_BRIEF_
Your job is to report every line of the entries that has "style".

_THE DATA_

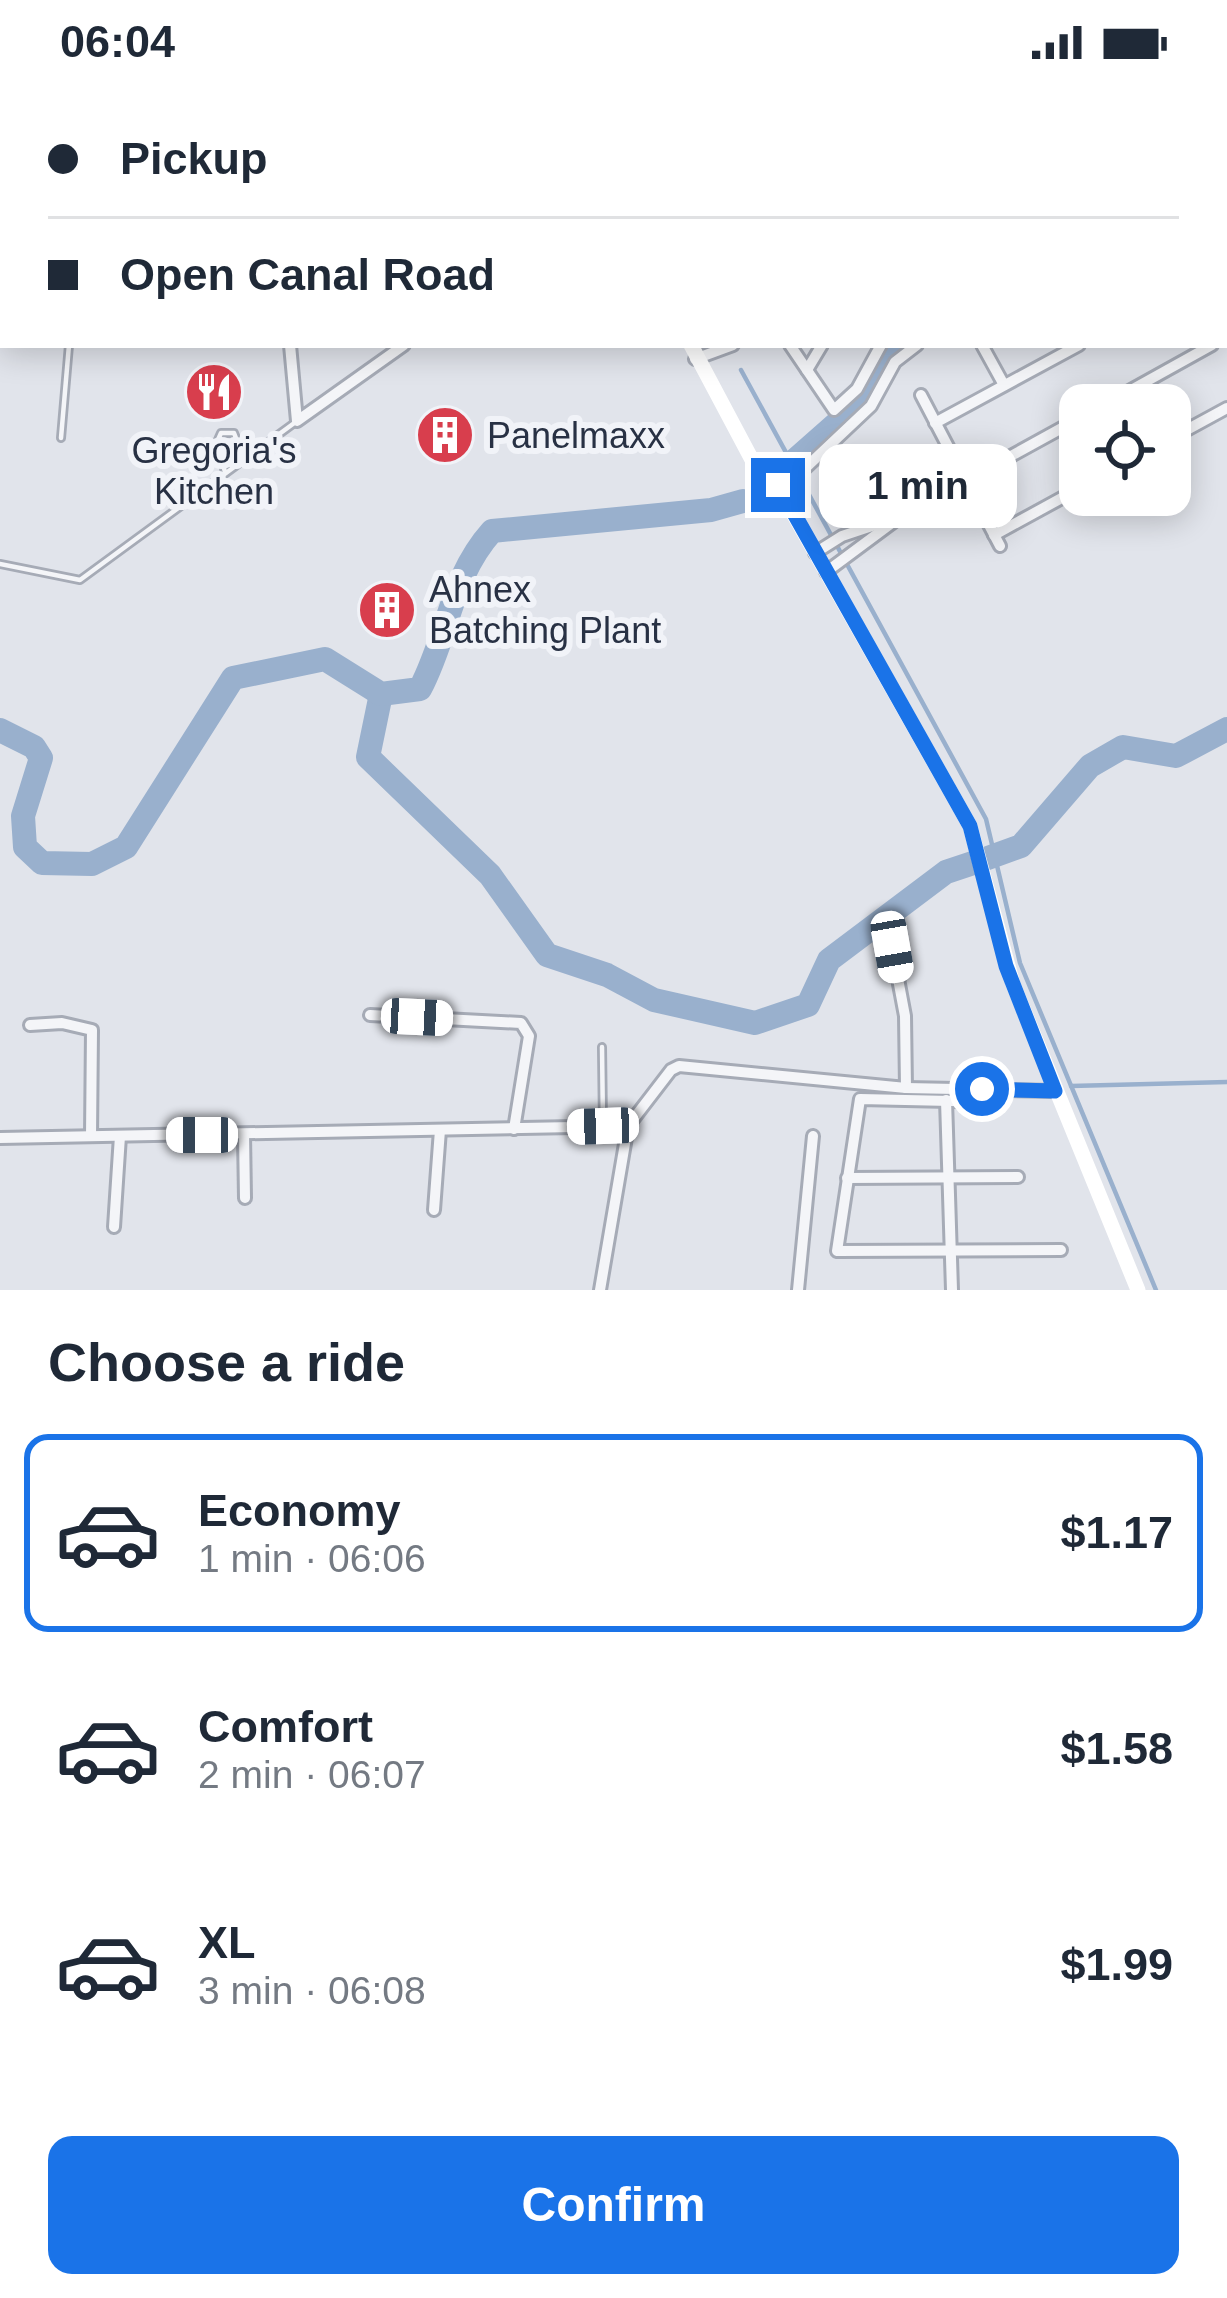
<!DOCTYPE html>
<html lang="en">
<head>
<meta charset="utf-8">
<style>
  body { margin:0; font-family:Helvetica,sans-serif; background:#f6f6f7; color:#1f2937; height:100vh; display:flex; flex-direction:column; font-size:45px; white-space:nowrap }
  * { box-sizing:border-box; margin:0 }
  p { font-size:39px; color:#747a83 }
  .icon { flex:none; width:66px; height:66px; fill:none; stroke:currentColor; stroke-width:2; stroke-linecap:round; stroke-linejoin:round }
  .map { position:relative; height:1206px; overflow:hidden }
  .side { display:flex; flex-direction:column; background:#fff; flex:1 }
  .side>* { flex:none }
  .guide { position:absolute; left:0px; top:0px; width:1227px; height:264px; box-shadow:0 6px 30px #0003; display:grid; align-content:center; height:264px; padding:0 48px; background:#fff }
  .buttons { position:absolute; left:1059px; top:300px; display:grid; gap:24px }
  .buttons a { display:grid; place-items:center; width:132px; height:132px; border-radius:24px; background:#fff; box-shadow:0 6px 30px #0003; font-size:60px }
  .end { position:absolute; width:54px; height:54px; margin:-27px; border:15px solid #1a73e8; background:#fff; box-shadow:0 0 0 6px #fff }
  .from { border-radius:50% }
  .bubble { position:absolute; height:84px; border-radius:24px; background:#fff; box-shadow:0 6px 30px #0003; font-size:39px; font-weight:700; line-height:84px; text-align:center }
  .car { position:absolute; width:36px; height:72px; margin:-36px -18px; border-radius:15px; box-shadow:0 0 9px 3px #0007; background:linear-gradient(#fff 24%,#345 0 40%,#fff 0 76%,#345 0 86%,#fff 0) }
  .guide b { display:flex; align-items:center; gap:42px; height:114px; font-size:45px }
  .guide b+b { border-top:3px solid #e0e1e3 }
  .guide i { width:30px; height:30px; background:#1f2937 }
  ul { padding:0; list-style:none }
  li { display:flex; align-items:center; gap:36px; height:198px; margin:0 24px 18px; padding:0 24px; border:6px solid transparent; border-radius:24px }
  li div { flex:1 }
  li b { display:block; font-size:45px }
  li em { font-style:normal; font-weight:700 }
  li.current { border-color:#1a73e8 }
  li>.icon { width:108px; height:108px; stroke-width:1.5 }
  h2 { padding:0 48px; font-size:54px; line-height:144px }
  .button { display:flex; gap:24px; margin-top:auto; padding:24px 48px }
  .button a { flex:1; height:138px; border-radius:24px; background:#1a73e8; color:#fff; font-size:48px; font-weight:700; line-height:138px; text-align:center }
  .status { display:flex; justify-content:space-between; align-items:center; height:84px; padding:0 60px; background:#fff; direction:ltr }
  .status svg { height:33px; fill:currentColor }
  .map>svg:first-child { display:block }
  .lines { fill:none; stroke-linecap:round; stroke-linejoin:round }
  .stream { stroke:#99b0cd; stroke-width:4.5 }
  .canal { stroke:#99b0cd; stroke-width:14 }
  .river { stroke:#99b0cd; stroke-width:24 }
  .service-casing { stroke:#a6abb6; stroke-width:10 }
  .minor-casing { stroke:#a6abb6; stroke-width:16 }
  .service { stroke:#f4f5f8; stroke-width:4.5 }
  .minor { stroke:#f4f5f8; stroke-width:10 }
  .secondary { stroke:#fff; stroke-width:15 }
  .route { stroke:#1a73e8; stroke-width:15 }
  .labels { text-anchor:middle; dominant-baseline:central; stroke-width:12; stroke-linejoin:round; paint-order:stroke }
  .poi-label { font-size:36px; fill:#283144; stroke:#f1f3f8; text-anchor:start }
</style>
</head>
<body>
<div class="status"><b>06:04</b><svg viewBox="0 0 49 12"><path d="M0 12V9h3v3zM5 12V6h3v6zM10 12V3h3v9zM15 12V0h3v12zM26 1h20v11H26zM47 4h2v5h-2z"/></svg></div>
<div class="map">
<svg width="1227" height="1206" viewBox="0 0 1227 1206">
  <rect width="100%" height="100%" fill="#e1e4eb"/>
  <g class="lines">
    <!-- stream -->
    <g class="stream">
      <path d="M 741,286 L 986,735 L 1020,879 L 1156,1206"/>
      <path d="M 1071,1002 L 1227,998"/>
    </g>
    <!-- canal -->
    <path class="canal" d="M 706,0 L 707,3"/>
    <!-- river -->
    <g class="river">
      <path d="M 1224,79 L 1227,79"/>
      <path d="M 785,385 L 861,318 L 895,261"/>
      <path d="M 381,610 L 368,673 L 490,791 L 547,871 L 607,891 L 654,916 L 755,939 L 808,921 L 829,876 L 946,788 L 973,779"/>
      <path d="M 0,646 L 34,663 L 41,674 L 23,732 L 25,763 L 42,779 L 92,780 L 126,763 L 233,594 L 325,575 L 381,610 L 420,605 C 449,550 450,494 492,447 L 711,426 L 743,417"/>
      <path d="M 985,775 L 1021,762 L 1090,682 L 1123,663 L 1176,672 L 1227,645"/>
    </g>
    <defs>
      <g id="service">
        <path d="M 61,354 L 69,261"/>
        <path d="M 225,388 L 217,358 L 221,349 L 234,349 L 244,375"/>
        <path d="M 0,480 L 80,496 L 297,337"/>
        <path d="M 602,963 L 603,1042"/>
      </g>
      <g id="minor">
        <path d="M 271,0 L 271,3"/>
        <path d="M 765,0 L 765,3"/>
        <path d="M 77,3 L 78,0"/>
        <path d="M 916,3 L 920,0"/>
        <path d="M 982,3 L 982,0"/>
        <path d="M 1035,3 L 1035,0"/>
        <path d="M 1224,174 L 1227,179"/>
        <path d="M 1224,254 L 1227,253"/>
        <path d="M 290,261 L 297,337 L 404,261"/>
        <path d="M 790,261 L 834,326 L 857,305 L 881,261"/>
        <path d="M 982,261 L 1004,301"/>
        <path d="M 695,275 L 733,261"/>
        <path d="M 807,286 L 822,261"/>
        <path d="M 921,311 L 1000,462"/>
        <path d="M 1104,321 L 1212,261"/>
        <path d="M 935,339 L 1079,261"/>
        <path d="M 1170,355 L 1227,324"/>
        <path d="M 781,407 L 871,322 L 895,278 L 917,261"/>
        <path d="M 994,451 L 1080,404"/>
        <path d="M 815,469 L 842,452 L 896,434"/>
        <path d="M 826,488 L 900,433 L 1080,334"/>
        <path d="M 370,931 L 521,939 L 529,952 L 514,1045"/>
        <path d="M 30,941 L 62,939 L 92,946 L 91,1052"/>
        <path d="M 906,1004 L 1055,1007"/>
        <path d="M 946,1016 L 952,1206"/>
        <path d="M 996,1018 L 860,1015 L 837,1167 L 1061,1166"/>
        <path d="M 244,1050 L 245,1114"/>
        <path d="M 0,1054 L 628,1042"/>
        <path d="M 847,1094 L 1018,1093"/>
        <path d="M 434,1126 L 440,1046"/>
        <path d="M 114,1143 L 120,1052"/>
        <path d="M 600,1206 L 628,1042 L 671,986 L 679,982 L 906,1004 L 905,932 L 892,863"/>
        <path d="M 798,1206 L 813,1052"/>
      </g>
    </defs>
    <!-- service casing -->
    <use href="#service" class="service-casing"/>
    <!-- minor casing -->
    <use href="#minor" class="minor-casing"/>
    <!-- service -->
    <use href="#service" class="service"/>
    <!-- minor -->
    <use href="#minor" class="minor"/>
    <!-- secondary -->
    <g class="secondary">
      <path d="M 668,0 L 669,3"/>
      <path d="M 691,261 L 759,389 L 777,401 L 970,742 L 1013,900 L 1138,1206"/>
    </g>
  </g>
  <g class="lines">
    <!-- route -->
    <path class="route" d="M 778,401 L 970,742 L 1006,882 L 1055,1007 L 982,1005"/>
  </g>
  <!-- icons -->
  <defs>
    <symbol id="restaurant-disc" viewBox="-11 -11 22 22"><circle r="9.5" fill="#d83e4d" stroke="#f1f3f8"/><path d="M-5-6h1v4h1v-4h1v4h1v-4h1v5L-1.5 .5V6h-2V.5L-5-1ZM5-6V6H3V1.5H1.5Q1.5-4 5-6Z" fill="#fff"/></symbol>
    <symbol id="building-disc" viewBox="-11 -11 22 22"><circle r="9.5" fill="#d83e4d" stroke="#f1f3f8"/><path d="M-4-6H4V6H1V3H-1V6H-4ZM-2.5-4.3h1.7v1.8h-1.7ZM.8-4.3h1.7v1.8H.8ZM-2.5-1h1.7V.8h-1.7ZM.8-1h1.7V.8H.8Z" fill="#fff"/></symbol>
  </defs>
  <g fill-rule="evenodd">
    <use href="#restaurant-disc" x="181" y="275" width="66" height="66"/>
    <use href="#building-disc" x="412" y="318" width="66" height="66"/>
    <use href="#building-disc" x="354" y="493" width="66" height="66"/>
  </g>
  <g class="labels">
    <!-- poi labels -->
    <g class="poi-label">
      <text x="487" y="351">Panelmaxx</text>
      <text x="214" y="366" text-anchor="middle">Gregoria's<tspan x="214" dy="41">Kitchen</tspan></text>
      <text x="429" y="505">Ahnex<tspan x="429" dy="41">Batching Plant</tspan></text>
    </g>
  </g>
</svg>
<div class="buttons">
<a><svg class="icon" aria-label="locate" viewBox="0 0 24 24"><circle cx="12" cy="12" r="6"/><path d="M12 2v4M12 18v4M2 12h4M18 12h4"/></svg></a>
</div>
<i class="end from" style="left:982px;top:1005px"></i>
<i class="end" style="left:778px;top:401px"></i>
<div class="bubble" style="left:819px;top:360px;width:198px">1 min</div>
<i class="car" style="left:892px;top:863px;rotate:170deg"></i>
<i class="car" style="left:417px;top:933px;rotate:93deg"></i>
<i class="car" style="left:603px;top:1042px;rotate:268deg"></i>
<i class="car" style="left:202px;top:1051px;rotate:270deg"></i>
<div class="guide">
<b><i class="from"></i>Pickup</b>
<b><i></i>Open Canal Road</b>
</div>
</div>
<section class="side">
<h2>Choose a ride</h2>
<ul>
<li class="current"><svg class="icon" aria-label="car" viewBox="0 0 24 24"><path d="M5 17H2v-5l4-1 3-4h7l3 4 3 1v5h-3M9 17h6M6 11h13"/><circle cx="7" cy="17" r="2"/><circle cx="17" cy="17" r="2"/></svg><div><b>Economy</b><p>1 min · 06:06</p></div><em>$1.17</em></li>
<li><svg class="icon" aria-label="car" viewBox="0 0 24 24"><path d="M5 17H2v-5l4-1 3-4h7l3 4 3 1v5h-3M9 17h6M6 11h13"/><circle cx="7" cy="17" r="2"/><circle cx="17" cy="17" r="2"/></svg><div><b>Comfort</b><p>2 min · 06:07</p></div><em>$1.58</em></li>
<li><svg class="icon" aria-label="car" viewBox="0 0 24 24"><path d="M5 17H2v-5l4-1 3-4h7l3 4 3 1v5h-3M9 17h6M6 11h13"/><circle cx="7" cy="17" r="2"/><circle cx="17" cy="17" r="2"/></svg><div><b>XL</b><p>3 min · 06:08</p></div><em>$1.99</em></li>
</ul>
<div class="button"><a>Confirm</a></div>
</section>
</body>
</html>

_ANSWER BOX_
<style>
  ul { padding:0; list-style:none }
  li em { font-style:normal; font-weight:700 }
</style>
<i class="end from" style="left:982px;top:1005px"></i>
<i class="end" style="left:778px;top:401px"></i>
<div class="bubble" style="left:819px;top:360px;width:198px">1 min</div>
<i class="car" style="left:892px;top:863px;rotate:170deg"></i>
<i class="car" style="left:417px;top:933px;rotate:93deg"></i>
<i class="car" style="left:603px;top:1042px;rotate:268deg"></i>
<i class="car" style="left:202px;top:1051px;rotate:270deg"></i>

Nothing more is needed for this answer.